The global alternate dispute resolution services market is projected to be 14.5 billion by 2030. Existing International Institutional Structures for Alternative Dispute Resolution Centres, such as the London Court of International Arbitration (‘LCIA’) can be traced back to 1883 when the Court of Common Council set up a committee to formulate recommendations, creating a tribunal dedicated to domestic arbitration. Like most other centres, LCIA started as a government-controlled body and transitioned into its current private, not-for-profit company structure. Similarly, the Singapore International Arbitration Centre (‘SIAC’) was set up in 1991 as an independent and not-for-profit organisation to provide a neutral dispute resolution platform.

Most prominent institutions for commercial arbitration observe this trend of transforming into a truly autonomous body.

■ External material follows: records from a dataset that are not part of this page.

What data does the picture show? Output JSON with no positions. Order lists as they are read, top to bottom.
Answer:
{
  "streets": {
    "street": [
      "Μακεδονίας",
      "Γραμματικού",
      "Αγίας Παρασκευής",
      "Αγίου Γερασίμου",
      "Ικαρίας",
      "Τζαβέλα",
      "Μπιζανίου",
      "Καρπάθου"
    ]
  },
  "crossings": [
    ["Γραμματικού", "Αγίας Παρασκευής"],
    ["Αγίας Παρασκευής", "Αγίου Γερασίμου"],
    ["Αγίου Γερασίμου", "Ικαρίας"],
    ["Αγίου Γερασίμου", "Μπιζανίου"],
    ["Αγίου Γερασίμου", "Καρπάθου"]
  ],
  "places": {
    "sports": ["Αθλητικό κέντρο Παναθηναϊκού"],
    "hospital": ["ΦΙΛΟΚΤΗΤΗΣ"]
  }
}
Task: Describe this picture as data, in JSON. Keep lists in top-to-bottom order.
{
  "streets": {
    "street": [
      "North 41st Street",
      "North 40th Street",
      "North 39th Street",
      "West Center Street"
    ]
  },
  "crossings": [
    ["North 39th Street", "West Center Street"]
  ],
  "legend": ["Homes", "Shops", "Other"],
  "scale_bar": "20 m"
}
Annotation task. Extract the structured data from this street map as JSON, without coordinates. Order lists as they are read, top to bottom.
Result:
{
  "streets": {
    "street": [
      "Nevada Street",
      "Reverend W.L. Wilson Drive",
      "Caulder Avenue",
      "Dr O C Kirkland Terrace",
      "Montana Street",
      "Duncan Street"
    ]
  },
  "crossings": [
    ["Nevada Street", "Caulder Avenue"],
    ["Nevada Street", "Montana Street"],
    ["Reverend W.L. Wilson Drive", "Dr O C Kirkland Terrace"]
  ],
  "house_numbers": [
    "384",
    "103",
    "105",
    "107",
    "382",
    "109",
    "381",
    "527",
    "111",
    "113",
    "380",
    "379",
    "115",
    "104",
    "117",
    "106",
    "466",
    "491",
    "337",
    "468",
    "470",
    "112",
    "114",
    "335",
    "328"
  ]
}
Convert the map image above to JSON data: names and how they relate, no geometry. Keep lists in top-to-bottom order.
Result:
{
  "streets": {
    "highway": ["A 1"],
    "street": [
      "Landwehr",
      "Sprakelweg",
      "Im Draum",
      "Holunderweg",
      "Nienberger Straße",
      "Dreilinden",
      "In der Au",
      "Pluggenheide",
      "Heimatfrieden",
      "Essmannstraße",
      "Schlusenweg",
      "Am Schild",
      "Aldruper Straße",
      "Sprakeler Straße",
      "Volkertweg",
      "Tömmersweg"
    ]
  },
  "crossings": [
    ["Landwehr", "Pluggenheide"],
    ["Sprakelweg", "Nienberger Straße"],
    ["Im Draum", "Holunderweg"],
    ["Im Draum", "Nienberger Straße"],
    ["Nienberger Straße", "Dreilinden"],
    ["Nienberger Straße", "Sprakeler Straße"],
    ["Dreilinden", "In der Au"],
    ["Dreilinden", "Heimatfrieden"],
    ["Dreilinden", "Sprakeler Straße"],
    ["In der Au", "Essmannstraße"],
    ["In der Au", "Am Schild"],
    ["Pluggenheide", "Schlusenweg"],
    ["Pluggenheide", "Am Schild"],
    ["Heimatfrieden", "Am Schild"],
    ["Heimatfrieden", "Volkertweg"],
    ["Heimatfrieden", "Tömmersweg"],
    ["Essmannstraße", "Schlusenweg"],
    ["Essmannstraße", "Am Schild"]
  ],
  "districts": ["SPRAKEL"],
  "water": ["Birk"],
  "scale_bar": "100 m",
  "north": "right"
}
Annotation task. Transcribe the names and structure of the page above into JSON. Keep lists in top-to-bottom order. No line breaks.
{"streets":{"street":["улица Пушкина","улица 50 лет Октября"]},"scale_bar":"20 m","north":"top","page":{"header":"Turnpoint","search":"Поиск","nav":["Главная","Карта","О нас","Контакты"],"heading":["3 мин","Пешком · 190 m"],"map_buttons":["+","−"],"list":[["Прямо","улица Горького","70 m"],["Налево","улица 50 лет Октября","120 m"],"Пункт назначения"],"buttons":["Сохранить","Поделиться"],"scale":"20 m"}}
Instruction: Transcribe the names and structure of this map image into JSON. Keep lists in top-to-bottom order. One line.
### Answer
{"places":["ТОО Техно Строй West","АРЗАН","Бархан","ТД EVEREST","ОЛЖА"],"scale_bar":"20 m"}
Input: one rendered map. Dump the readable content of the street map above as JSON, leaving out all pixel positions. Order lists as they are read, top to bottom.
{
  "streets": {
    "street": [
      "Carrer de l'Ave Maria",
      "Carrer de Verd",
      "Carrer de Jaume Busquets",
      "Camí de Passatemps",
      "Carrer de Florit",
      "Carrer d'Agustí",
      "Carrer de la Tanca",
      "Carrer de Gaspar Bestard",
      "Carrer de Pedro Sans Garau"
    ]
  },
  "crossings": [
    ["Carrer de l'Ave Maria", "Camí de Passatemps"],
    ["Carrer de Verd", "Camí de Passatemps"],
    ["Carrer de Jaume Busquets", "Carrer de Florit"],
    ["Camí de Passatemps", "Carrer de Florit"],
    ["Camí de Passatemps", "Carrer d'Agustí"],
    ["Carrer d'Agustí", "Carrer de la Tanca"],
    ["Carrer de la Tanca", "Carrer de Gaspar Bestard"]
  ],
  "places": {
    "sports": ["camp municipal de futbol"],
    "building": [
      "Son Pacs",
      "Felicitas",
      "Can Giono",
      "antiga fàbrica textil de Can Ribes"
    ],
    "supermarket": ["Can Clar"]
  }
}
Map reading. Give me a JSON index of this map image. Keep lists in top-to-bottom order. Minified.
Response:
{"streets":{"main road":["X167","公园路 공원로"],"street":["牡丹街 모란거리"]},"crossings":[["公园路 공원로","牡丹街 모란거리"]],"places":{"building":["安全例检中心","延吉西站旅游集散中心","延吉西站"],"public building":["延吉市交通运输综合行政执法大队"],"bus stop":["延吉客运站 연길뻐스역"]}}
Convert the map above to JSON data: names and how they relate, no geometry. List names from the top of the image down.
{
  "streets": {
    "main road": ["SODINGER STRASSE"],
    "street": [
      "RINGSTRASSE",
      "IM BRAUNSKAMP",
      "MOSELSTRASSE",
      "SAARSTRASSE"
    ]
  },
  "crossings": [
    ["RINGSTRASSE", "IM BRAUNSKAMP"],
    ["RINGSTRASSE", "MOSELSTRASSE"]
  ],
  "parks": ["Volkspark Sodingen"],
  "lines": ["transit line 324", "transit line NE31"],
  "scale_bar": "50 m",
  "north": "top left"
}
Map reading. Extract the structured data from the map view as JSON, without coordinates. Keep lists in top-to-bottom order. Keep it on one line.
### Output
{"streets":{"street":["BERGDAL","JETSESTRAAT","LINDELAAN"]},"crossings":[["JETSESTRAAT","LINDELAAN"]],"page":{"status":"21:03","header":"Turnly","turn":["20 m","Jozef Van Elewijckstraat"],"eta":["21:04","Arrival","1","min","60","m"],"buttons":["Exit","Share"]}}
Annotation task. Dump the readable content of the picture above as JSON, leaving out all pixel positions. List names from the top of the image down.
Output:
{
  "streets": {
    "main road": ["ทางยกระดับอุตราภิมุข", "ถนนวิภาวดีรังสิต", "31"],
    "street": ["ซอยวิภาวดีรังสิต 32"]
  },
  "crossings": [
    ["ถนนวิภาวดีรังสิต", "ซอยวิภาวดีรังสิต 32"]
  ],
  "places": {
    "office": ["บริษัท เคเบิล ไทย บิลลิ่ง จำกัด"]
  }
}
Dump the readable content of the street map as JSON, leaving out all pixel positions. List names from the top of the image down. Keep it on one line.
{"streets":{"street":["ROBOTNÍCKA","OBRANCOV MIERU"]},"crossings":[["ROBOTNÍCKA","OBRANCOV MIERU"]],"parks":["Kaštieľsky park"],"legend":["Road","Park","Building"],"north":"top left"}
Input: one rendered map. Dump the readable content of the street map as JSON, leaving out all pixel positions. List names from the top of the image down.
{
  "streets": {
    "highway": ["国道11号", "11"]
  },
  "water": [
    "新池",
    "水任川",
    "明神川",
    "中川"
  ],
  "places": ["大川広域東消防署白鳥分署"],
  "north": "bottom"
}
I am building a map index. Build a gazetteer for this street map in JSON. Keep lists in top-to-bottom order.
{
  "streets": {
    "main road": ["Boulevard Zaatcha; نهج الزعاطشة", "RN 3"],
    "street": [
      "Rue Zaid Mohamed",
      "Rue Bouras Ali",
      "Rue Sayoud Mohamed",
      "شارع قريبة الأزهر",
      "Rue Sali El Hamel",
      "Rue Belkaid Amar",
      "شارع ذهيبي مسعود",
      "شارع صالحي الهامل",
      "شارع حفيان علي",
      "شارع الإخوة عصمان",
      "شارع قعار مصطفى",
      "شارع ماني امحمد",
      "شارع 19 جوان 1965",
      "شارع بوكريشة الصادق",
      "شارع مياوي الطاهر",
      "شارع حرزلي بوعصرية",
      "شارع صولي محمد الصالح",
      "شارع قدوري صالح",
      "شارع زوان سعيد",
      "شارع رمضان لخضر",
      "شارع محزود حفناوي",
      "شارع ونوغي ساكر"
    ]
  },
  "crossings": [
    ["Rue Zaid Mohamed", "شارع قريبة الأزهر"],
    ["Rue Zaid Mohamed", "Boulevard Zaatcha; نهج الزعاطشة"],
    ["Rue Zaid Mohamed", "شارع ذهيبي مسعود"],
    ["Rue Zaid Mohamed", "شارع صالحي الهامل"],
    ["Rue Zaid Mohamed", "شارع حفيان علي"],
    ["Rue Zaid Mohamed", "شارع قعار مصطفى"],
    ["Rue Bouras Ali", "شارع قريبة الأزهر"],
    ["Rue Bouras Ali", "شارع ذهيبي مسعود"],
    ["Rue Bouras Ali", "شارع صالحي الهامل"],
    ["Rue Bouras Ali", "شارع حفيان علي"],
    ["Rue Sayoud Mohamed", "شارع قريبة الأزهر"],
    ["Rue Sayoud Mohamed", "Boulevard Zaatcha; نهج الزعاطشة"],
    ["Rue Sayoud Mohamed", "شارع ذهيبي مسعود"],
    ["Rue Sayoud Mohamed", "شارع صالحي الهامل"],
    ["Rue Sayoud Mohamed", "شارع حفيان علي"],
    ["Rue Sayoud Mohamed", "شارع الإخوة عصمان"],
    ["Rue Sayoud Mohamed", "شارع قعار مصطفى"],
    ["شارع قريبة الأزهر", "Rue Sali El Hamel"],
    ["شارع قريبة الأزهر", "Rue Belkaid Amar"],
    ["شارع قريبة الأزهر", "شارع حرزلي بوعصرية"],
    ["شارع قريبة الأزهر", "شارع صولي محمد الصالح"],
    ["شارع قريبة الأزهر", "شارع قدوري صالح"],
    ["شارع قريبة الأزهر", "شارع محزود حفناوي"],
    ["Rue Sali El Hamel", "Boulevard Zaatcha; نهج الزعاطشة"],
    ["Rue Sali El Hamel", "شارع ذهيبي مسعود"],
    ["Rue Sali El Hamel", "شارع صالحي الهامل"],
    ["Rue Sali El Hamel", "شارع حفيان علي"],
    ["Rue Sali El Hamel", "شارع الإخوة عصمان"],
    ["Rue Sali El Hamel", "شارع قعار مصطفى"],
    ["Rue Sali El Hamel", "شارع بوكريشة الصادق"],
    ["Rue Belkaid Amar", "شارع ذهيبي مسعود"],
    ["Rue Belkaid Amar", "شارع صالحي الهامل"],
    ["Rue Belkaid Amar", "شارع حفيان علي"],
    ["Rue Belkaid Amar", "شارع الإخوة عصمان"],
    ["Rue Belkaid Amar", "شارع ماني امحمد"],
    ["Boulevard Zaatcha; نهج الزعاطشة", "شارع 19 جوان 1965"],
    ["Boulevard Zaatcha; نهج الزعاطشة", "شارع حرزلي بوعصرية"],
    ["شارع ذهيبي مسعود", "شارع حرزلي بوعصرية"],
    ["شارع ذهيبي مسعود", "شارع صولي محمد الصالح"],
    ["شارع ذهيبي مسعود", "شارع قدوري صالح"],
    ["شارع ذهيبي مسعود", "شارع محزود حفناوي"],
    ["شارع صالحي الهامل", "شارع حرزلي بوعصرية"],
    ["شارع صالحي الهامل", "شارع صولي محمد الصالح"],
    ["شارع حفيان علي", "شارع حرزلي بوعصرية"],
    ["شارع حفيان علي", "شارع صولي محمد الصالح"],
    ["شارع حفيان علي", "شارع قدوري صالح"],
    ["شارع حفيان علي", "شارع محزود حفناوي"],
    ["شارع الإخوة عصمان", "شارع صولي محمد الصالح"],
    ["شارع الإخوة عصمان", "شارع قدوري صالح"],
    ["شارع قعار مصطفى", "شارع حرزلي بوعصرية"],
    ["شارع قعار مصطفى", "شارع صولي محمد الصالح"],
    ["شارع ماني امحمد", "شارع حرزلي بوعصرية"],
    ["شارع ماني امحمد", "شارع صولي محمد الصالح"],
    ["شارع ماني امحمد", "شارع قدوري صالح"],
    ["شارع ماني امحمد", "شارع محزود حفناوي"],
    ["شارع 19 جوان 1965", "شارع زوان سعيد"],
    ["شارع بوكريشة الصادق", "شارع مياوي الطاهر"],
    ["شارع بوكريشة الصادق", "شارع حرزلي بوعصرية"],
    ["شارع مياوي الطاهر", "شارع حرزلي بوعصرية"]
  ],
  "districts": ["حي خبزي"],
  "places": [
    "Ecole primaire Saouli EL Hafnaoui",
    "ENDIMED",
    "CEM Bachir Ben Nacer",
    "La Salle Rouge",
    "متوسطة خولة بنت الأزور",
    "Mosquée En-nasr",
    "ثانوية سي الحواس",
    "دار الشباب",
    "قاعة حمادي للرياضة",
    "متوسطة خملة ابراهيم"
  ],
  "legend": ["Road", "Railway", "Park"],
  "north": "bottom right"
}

Consequently, the IFSCA framework will be facilitated by an internationally comparable regulatory framework under a special offshore status within India.

After comprehensively scrutinising the extant ADR laws in India and best practices worldwide, the committee suggested amendments to the existing enactments to streamline ADR services offered at IFSC and align them with the standards upheld by other international dispute resolution centres and global financial hubs.

Regulatory Architecture of ADRC 

The ADRC envisions resolving disputes arising from contracts executed anywhere in the world and between parties from different nations under the jurisdiction of other laws. Arbitration at the centre ought to be of international character, and hence, arbitrations seated at GIFT City are to be considered international commercial arbitration.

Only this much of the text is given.